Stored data
BEGIN

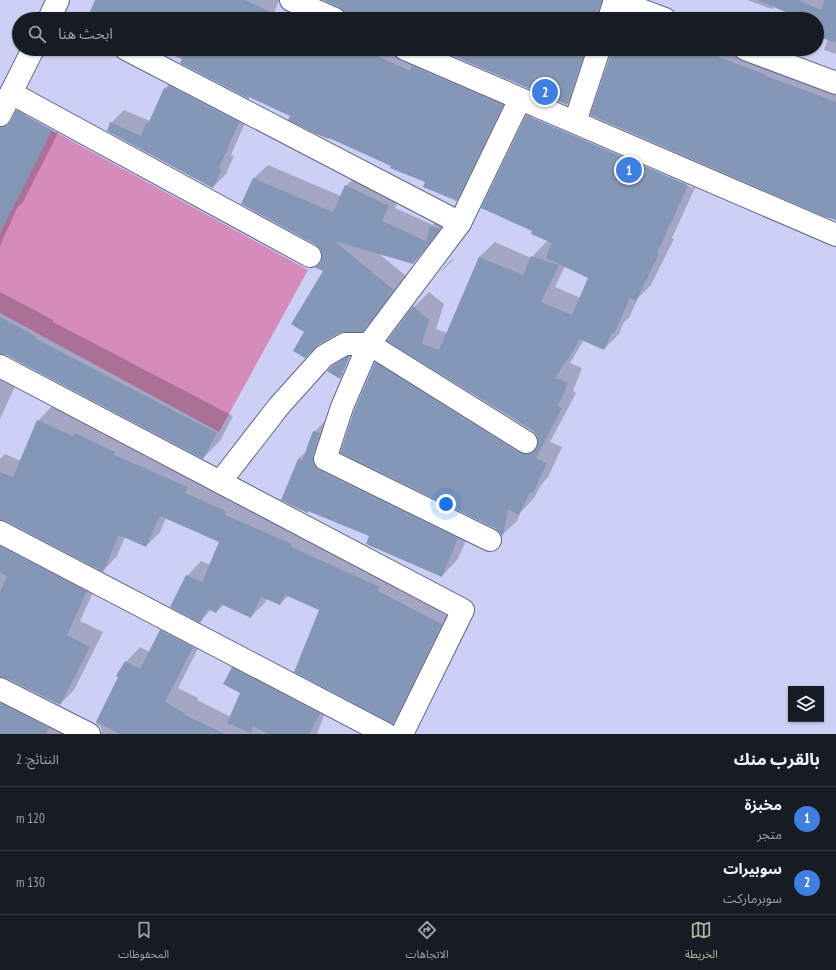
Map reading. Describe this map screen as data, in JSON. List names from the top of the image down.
{
  "page": {
    "search": "ابحث هنا",
    "pins": ["2", "1"],
    "heading": ["بالقرب منك", "النتائج: 2"],
    "list": [
      {
        "mark": "1",
        "name": "مخبزة",
        "note": "متجر",
        "value": "120 m"
      },
      {
        "mark": "2",
        "name": "سوبيرات",
        "note": "سوبرماركت",
        "value": "130 m"
      }
    ],
    "nav": ["الخريطة", "الاتجاهات", "المحفوظات"]
  }
}
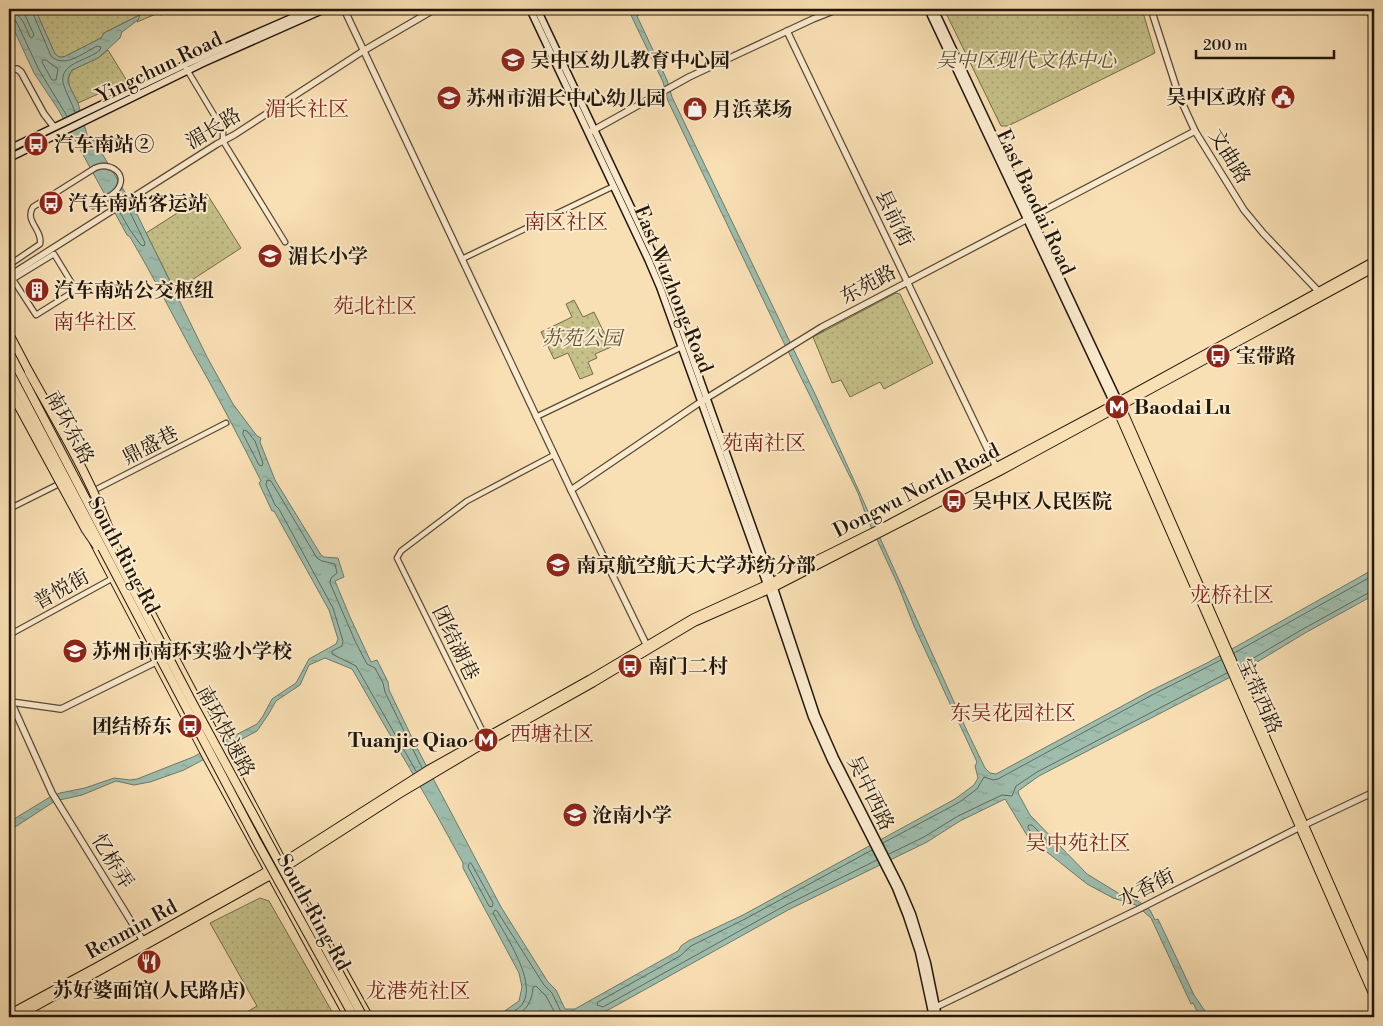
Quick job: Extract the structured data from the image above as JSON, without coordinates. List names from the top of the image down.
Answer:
{
  "streets": {
    "highway": ["South Ring Rd", "南环快速路"],
    "main road": [
      "Yingchun Road",
      "East Baodai Road",
      "East Wuzhong Road",
      "南环东路",
      "Dongwu North Road",
      "宝带西路",
      "吴中西路",
      "Renmin Rd"
    ],
    "street": [
      "湄长路",
      "文曲路",
      "县前街",
      "东苑路",
      "鼎盛巷",
      "普悦街",
      "团结湖巷",
      "忆桥弄",
      "水香街"
    ]
  },
  "crossings": [
    ["文曲路", "东苑路"],
    ["文曲路", "Dongwu North Road"],
    ["East Baodai Road", "东苑路"],
    ["East Baodai Road", "Dongwu North Road"],
    ["East Baodai Road", "宝带西路"],
    ["县前街", "东苑路"],
    ["县前街", "Dongwu North Road"],
    ["东苑路", "East Wuzhong Road"],
    ["East Wuzhong Road", "Dongwu North Road"],
    ["East Wuzhong Road", "吴中西路"],
    ["南环东路", "鼎盛巷"],
    ["南环东路", "Dongwu North Road"],
    ["南环东路", "South Ring Rd"],
    ["南环东路", "普悦街"],
    ["南环东路", "南环快速路"],
    ["南环东路", "Renmin Rd"],
    ["Dongwu North Road", "团结湖巷"],
    ["Dongwu North Road", "宝带西路"],
    ["Dongwu North Road", "吴中西路"],
    ["Dongwu North Road", "Renmin Rd"],
    ["South Ring Rd", "普悦街"],
    ["普悦街", "南环快速路"],
    ["宝带西路", "水香街"],
    ["吴中西路", "水香街"],
    ["忆桥弄", "Renmin Rd"]
  ],
  "districts": [
    "湄长社区",
    "南区社区",
    "苑北社区",
    "南华社区",
    "苑南社区",
    "龙桥社区",
    "东吴花园社区",
    "西塘社区",
    "吴中苑社区",
    "龙港苑社区"
  ],
  "parks": ["吴中区现代文体中心", "苏苑公园"],
  "places": {
    "school or university": [
      "吴中区幼儿教育中心园",
      "苏州市湄长中心幼儿园",
      "湄长小学",
      "南京航空航天大学苏纺分部",
      "苏州市南环实验小学校",
      "沧南小学"
    ],
    "public building": ["吴中区政府"],
    "shop": ["月浜菜场"],
    "bus stop": [
      "汽车南站②",
      "汽车南站客运站",
      "宝带路",
      "吴中区人民医院",
      "南门二村",
      "团结桥东"
    ],
    "building": ["汽车南站公交枢纽"],
    "metro station": ["Baodai Lu", "Tuanjie Qiao"],
    "restaurant": ["苏好婆面馆(人民路店)"]
  },
  "scale_bar": "200 m"
}
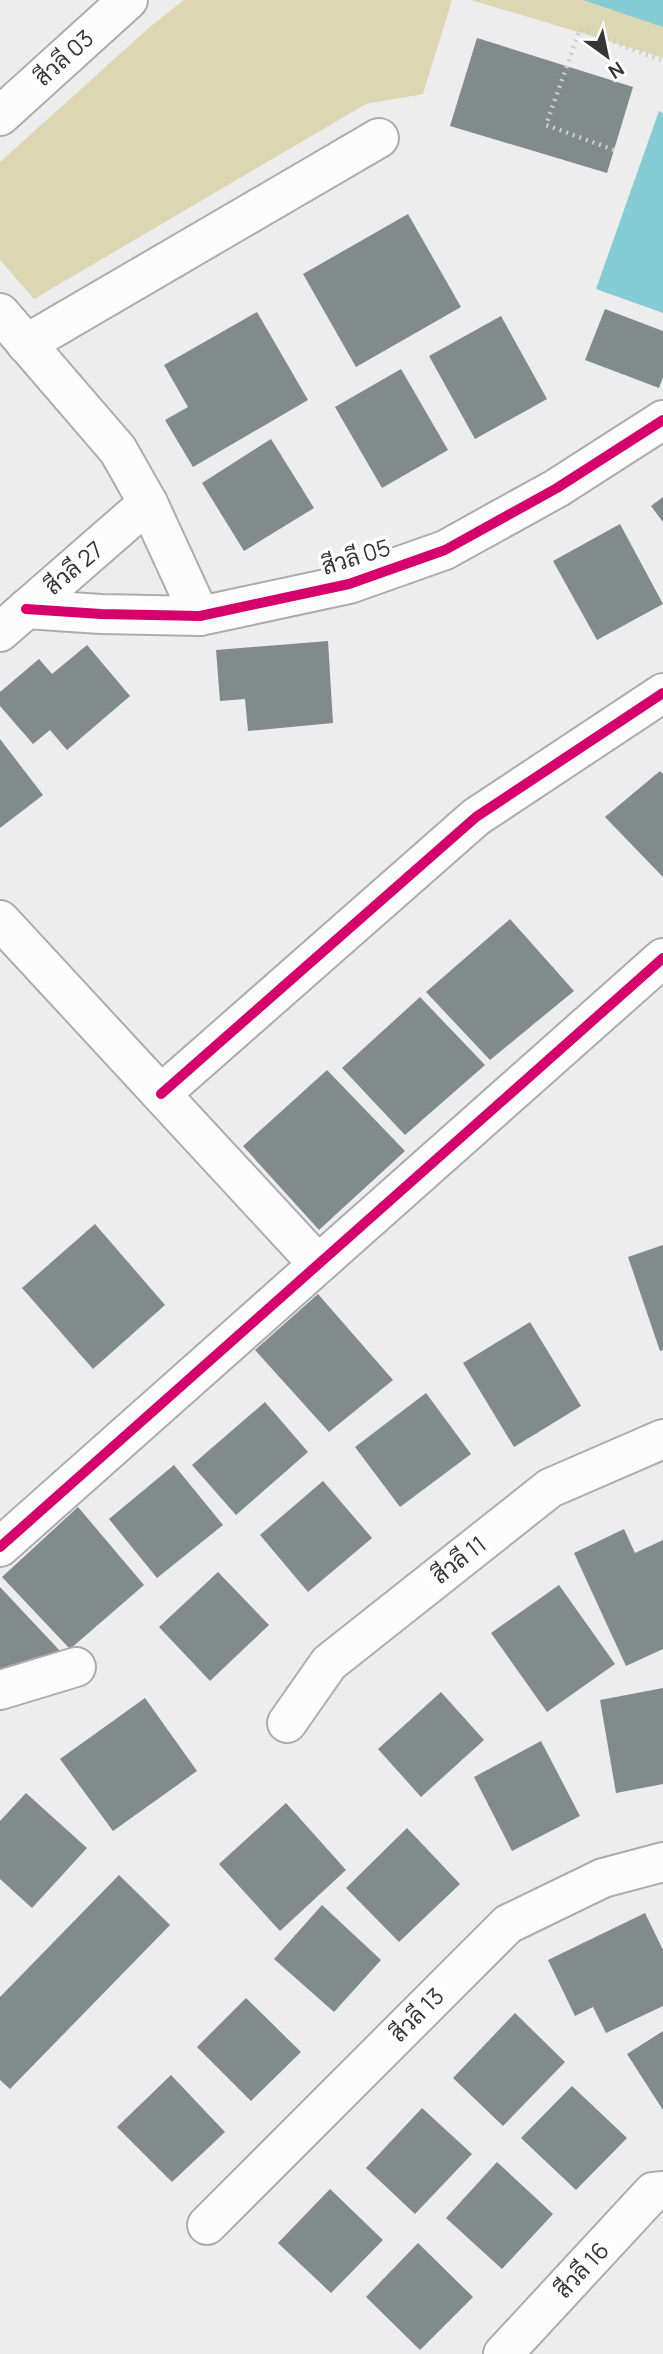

END

■ What this task involves ■
Return all the data exactly, and keep the pictures out.

■ Answer for this exercise ■
Map reading. Describe this map screen as data, in JSON. List names from the top of the image down.
{
  "page": {
    "search": "ابحث هنا",
    "pins": ["2", "1"],
    "heading": ["بالقرب منك", "النتائج: 2"],
    "list": [
      {
        "mark": "1",
        "name": "مخبزة",
        "note": "متجر",
        "value": "120 m"
      },
      {
        "mark": "2",
        "name": "سوبيرات",
        "note": "سوبرماركت",
        "value": "130 m"
      }
    ],
    "nav": ["الخريطة", "الاتجاهات", "المحفوظات"]
  }
}
Quick job: Extract the structured data from the image above as JSON, without coordinates. List names from the top of the image down.
Answer:
{
  "streets": {
    "highway": ["South Ring Rd", "南环快速路"],
    "main road": [
      "Yingchun Road",
      "East Baodai Road",
      "East Wuzhong Road",
      "南环东路",
      "Dongwu North Road",
      "宝带西路",
      "吴中西路",
      "Renmin Rd"
    ],
    "street": [
      "湄长路",
      "文曲路",
      "县前街",
      "东苑路",
      "鼎盛巷",
      "普悦街",
      "团结湖巷",
      "忆桥弄",
      "水香街"
    ]
  },
  "crossings": [
    ["文曲路", "东苑路"],
    ["文曲路", "Dongwu North Road"],
    ["East Baodai Road", "东苑路"],
    ["East Baodai Road", "Dongwu North Road"],
    ["East Baodai Road", "宝带西路"],
    ["县前街", "东苑路"],
    ["县前街", "Dongwu North Road"],
    ["东苑路", "East Wuzhong Road"],
    ["East Wuzhong Road", "Dongwu North Road"],
    ["East Wuzhong Road", "吴中西路"],
    ["南环东路", "鼎盛巷"],
    ["南环东路", "Dongwu North Road"],
    ["南环东路", "South Ring Rd"],
    ["南环东路", "普悦街"],
    ["南环东路", "南环快速路"],
    ["南环东路", "Renmin Rd"],
    ["Dongwu North Road", "团结湖巷"],
    ["Dongwu North Road", "宝带西路"],
    ["Dongwu North Road", "吴中西路"],
    ["Dongwu North Road", "Renmin Rd"],
    ["South Ring Rd", "普悦街"],
    ["普悦街", "南环快速路"],
    ["宝带西路", "水香街"],
    ["吴中西路", "水香街"],
    ["忆桥弄", "Renmin Rd"]
  ],
  "districts": [
    "湄长社区",
    "南区社区",
    "苑北社区",
    "南华社区",
    "苑南社区",
    "龙桥社区",
    "东吴花园社区",
    "西塘社区",
    "吴中苑社区",
    "龙港苑社区"
  ],
  "parks": ["吴中区现代文体中心", "苏苑公园"],
  "places": {
    "school or university": [
      "吴中区幼儿教育中心园",
      "苏州市湄长中心幼儿园",
      "湄长小学",
      "南京航空航天大学苏纺分部",
      "苏州市南环实验小学校",
      "沧南小学"
    ],
    "public building": ["吴中区政府"],
    "shop": ["月浜菜场"],
    "bus stop": [
      "汽车南站②",
      "汽车南站客运站",
      "宝带路",
      "吴中区人民医院",
      "南门二村",
      "团结桥东"
    ],
    "building": ["汽车南站公交枢纽"],
    "metro station": ["Baodai Lu", "Tuanjie Qiao"],
    "restaurant": ["苏好婆面馆(人民路店)"]
  },
  "scale_bar": "200 m"
}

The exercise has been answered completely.